─── Raw data ───
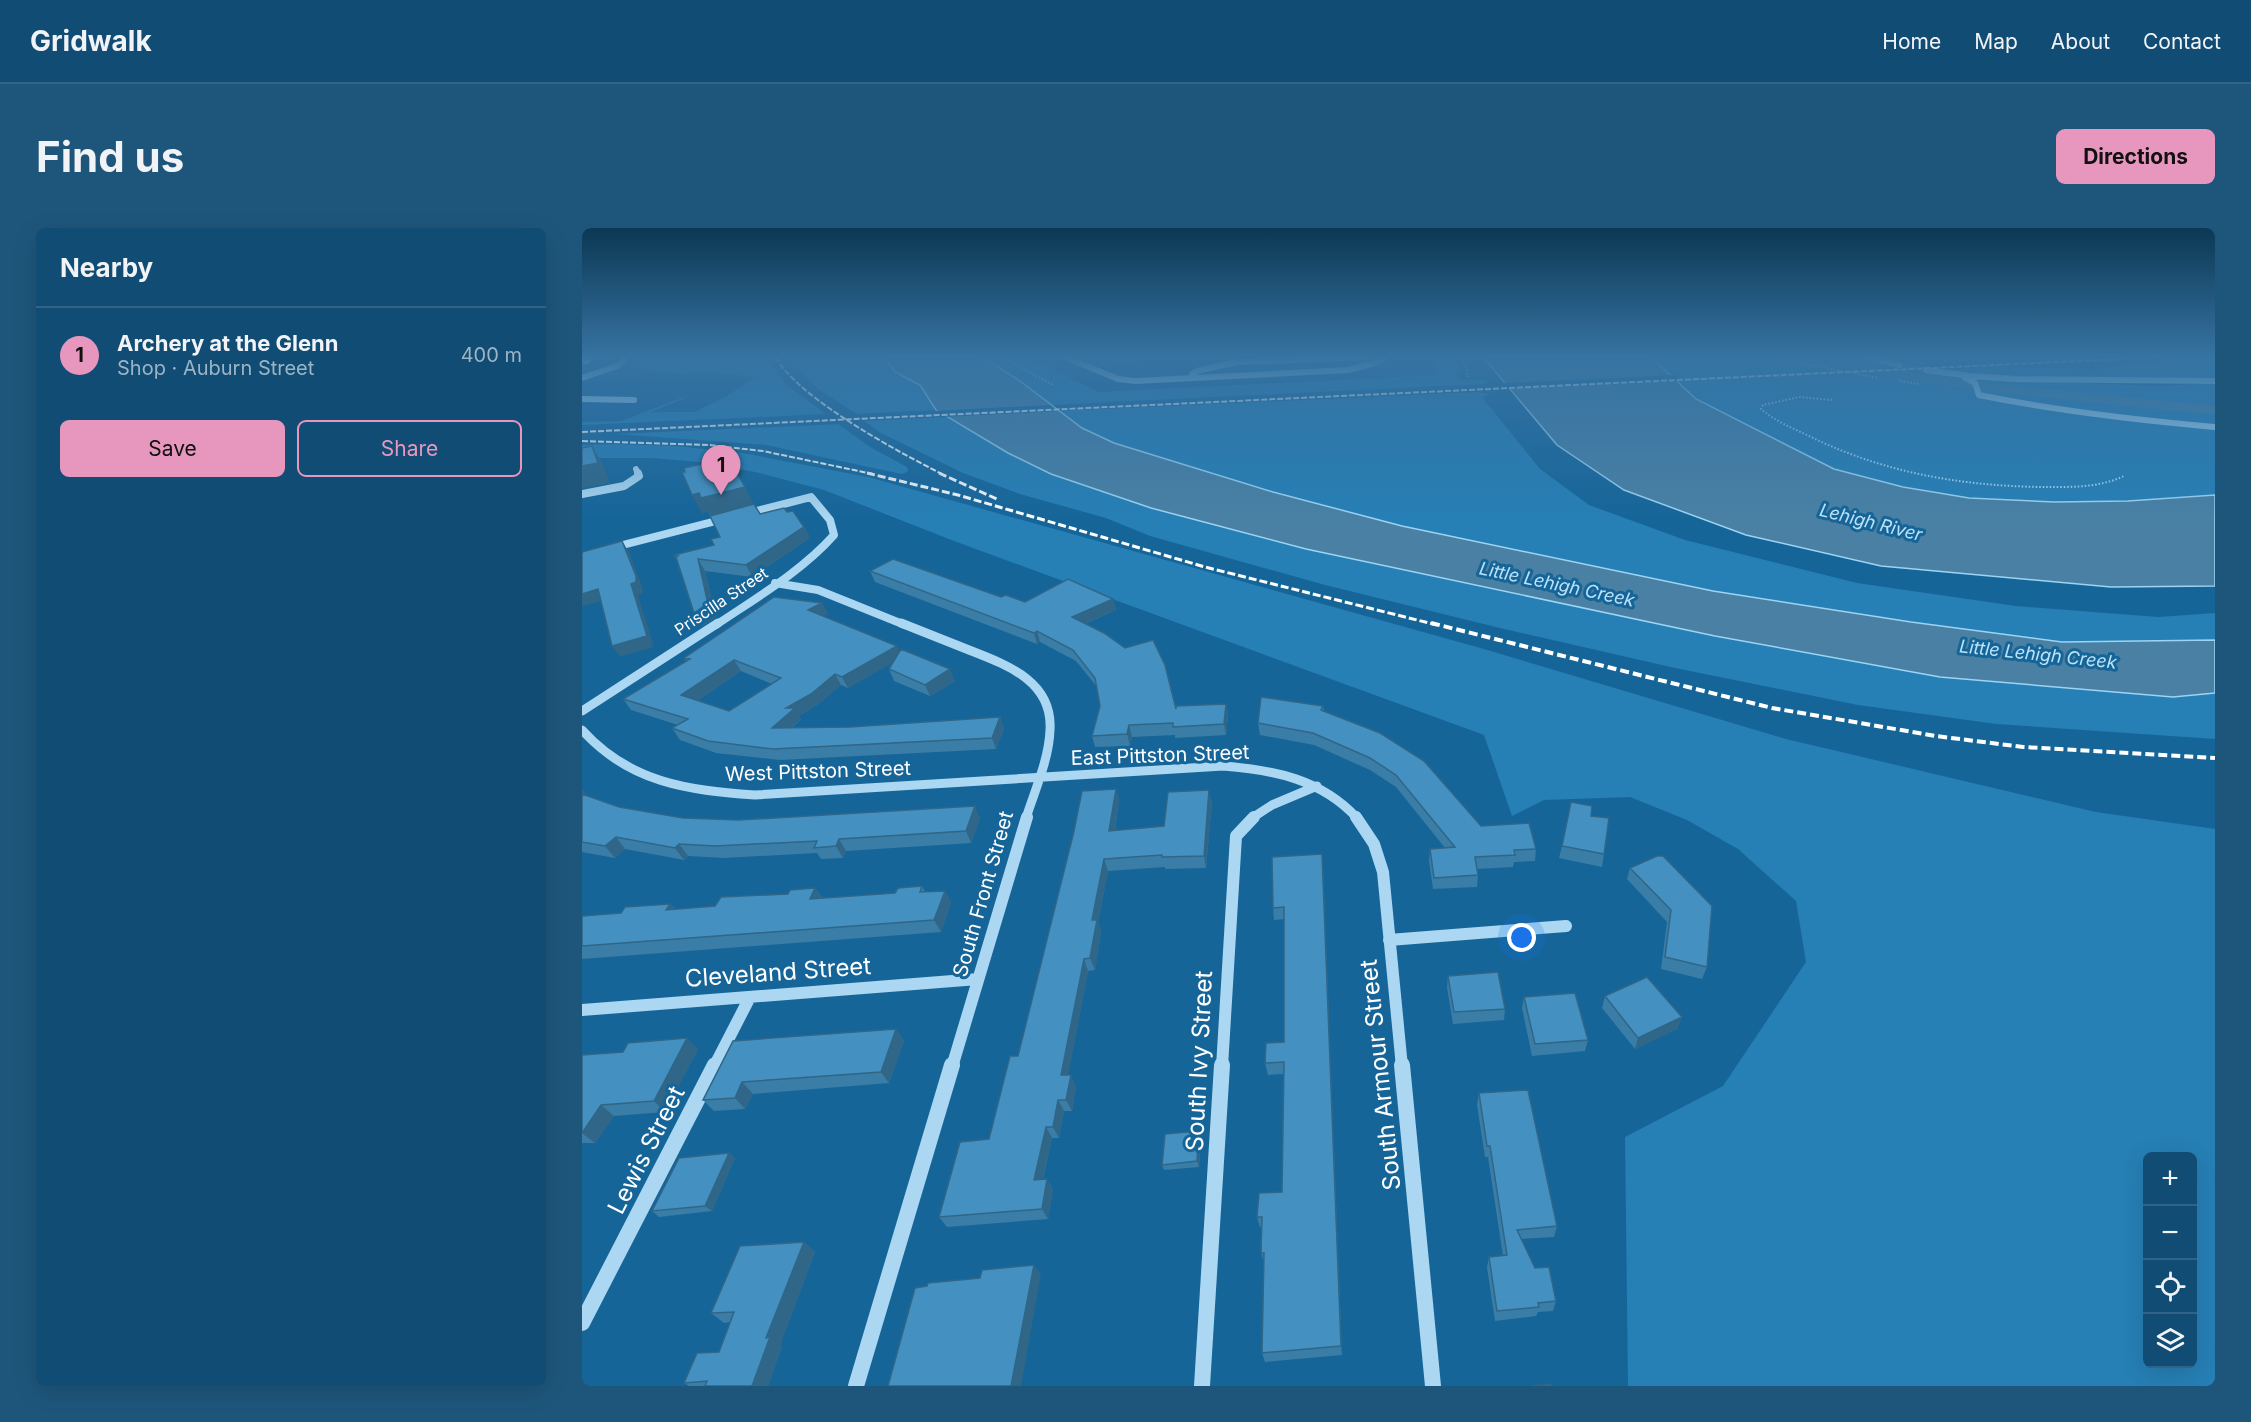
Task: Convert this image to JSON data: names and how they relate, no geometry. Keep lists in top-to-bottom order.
{
  "streets": {
    "street": [
      "Priscilla Street",
      "East Pittston Street",
      "West Pittston Street",
      "South Front Street",
      "Cleveland Street",
      "South Ivy Street",
      "South Armour Street",
      "Lewis Street"
    ]
  },
  "crossings": [
    ["Priscilla Street", "South Front Street"],
    ["East Pittston Street", "West Pittston Street"],
    ["East Pittston Street", "South Front Street"],
    ["East Pittston Street", "South Ivy Street"],
    ["East Pittston Street", "South Armour Street"],
    ["West Pittston Street", "South Front Street"],
    ["South Front Street", "Cleveland Street"],
    ["Cleveland Street", "Lewis Street"],
    ["South Ivy Street", "South Armour Street"]
  ],
  "water": ["Lehigh River", "Little Lehigh Creek"],
  "page": {
    "header": "Gridwalk",
    "nav": [
      "Home",
      "Map",
      "About",
      "Contact"
    ],
    "buttons": [
      "Directions",
      ["Save", "Share"]
    ],
    "title": "Find us",
    "heading": "Nearby",
    "list": [
      {
        "mark": "1",
        "name": "Archery at the Glenn",
        "note": "Shop · Auburn Street",
        "value": "400 m"
      }
    ],
    "pins": "1",
    "map_buttons": ["+", "−"]
  }
}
───
Task statement:
Your copy must match the records above exactly, apart from the pictures, which are excluded.

Task solution:
Task: Convert this image to JSON data: names and how they relate, no geometry. Keep lists in top-to-bottom order.
{
  "streets": {
    "street": [
      "Priscilla Street",
      "East Pittston Street",
      "West Pittston Street",
      "South Front Street",
      "Cleveland Street",
      "South Ivy Street",
      "South Armour Street",
      "Lewis Street"
    ]
  },
  "crossings": [
    ["Priscilla Street", "South Front Street"],
    ["East Pittston Street", "West Pittston Street"],
    ["East Pittston Street", "South Front Street"],
    ["East Pittston Street", "South Ivy Street"],
    ["East Pittston Street", "South Armour Street"],
    ["West Pittston Street", "South Front Street"],
    ["South Front Street", "Cleveland Street"],
    ["Cleveland Street", "Lewis Street"],
    ["South Ivy Street", "South Armour Street"]
  ],
  "water": ["Lehigh River", "Little Lehigh Creek"],
  "page": {
    "header": "Gridwalk",
    "nav": [
      "Home",
      "Map",
      "About",
      "Contact"
    ],
    "buttons": [
      "Directions",
      ["Save", "Share"]
    ],
    "title": "Find us",
    "heading": "Nearby",
    "list": [
      {
        "mark": "1",
        "name": "Archery at the Glenn",
        "note": "Shop · Auburn Street",
        "value": "400 m"
      }
    ],
    "pins": "1",
    "map_buttons": ["+", "−"]
  }
}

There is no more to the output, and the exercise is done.